Image by Vincent van Dam

Solving Sudoku's the hard way

Sudoku’s are fun! For this reason, we included one if one of our traditional easter puzzles, and even made nostalgic 8bit video games of them in the past. If you enjoy solving them the old-fashioned way on a hard copy, it’s recommended to have a pencil handy, as you might need to address how to deal with multiple options.

A couple of years ago, I didn’t have a pencil nearby and used a pen instead. Wrong choice! I ended up in a situation where I had to guess and my pen made that guess final. The good thing about guessing in sudoku’s is that you can progress quite quickly, the bad thing is that you only see the consequence of your guess at the very last moment. So, that’s what happened to me. I had to guess and at the time my error was obvious, it was too late to go back. This frustrated the hell out of me, and I felt I needed to compensate.

What would be the best way to compensate? From an user-perspective, taking a picture of the sudoku and then parse the sudoku and solve it. That would be perfect! Considering this is not the most original idea and has been done before, why not raise the bar and implement this idea in an unconventional AI stack, such as Go! That will surely compensate enough for the stupidity of using a pen instead of a pencil. If you are impatient, the end result of this effort can be found here.

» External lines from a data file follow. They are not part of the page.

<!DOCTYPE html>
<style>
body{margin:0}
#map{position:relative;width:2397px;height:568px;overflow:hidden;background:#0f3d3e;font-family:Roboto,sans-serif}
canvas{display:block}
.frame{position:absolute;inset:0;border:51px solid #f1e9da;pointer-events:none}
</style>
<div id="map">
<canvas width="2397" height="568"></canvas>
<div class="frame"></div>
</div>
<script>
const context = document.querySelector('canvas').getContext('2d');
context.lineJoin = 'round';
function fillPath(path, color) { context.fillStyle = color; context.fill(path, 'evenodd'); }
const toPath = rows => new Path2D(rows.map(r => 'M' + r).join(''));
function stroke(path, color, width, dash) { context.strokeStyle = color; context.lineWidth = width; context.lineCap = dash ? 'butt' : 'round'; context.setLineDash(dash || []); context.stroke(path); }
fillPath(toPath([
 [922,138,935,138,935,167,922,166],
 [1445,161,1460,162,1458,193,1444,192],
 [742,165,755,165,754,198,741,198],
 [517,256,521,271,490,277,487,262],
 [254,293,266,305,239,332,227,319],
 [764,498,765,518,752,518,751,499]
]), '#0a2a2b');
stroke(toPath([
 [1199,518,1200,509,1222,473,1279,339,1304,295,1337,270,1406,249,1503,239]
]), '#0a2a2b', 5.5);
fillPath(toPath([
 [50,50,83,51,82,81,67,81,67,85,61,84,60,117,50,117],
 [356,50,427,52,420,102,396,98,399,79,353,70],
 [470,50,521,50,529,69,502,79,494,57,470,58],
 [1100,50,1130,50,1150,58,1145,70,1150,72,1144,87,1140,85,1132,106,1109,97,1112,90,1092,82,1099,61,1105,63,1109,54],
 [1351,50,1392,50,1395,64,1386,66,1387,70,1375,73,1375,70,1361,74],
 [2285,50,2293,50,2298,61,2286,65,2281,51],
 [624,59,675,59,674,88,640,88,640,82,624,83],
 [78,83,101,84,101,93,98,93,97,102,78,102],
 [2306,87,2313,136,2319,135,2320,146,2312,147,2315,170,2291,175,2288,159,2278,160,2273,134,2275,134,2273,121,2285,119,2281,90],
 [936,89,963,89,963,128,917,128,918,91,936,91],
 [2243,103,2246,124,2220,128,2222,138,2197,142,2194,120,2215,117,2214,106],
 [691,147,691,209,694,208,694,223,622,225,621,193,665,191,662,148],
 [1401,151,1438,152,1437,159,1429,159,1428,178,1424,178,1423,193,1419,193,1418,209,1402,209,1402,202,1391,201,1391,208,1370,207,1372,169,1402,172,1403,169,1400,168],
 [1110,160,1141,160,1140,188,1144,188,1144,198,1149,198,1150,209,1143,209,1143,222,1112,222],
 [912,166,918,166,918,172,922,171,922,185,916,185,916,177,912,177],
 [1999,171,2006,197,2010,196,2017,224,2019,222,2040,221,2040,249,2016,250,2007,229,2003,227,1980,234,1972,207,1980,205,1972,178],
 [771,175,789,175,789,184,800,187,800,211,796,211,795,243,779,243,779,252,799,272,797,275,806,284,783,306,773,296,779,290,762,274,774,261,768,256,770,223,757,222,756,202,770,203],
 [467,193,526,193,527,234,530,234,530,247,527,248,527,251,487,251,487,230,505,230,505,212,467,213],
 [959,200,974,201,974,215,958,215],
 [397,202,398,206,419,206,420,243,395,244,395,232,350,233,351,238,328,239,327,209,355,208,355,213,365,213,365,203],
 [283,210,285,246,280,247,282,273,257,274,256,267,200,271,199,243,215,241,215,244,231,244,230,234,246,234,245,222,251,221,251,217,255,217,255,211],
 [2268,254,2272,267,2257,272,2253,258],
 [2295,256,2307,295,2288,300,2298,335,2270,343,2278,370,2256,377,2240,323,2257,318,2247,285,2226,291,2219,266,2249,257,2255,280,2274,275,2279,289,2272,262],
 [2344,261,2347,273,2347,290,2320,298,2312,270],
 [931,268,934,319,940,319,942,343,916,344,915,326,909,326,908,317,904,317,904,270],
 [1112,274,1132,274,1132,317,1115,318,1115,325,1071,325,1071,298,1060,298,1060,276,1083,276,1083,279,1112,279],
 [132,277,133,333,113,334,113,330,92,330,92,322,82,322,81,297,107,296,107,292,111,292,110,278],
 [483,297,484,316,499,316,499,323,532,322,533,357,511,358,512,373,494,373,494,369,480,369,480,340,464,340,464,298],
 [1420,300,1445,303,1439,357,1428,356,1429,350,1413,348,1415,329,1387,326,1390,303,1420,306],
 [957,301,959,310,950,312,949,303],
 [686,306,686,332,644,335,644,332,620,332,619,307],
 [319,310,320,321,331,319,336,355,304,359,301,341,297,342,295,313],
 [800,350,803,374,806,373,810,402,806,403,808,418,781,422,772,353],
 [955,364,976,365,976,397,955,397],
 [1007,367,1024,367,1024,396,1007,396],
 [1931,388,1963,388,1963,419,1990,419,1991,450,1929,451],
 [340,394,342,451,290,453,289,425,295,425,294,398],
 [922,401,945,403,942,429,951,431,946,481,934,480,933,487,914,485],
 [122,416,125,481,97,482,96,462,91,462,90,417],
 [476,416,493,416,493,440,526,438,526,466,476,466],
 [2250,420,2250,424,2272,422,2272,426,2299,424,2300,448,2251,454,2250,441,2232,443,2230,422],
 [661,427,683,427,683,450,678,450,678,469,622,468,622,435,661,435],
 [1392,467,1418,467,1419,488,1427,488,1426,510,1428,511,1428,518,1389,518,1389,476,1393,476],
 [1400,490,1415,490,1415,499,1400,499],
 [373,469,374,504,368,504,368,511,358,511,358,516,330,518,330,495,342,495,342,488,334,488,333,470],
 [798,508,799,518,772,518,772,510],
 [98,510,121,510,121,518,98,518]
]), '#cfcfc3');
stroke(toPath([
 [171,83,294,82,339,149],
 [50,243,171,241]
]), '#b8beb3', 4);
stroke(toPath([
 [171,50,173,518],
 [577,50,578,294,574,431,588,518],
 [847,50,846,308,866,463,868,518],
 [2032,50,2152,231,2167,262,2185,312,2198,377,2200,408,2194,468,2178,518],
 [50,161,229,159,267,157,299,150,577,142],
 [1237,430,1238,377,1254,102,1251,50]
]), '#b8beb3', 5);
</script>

It takes three steps to be able to solve a sudoku by taking a picture of it. The initial step involves identifying the sudoku grid in a picture. Afterward, you translate the numbers in each cell of the picture into a digital format that we can use to solve the sudoku. Finally, you solve the sudoku and present the solution to the user.

Find the focus area

With OpenCV it is ’easy’ to perform the first step. OpenCV is a libary that can be used to detect shapes and to identify objects within images amongst other more traditional image processing features. The perfect toolbox to detect and disect a sudoko image! In our case, we need to detect the biggest square in the image, assuming the picture’s main object is the sudoku. In the OpenCV vocabulary this means finding the biggest contour within the image and validate if what you found could be considered a square (meaning the contour should have 4 sides). We can use OpenCV to transpose a warped square to a fixed square, as well as resampling the image in smaller dimensions. Assuming this is a sudoku, we divide the box into 9x9 squares and proceed to the next step.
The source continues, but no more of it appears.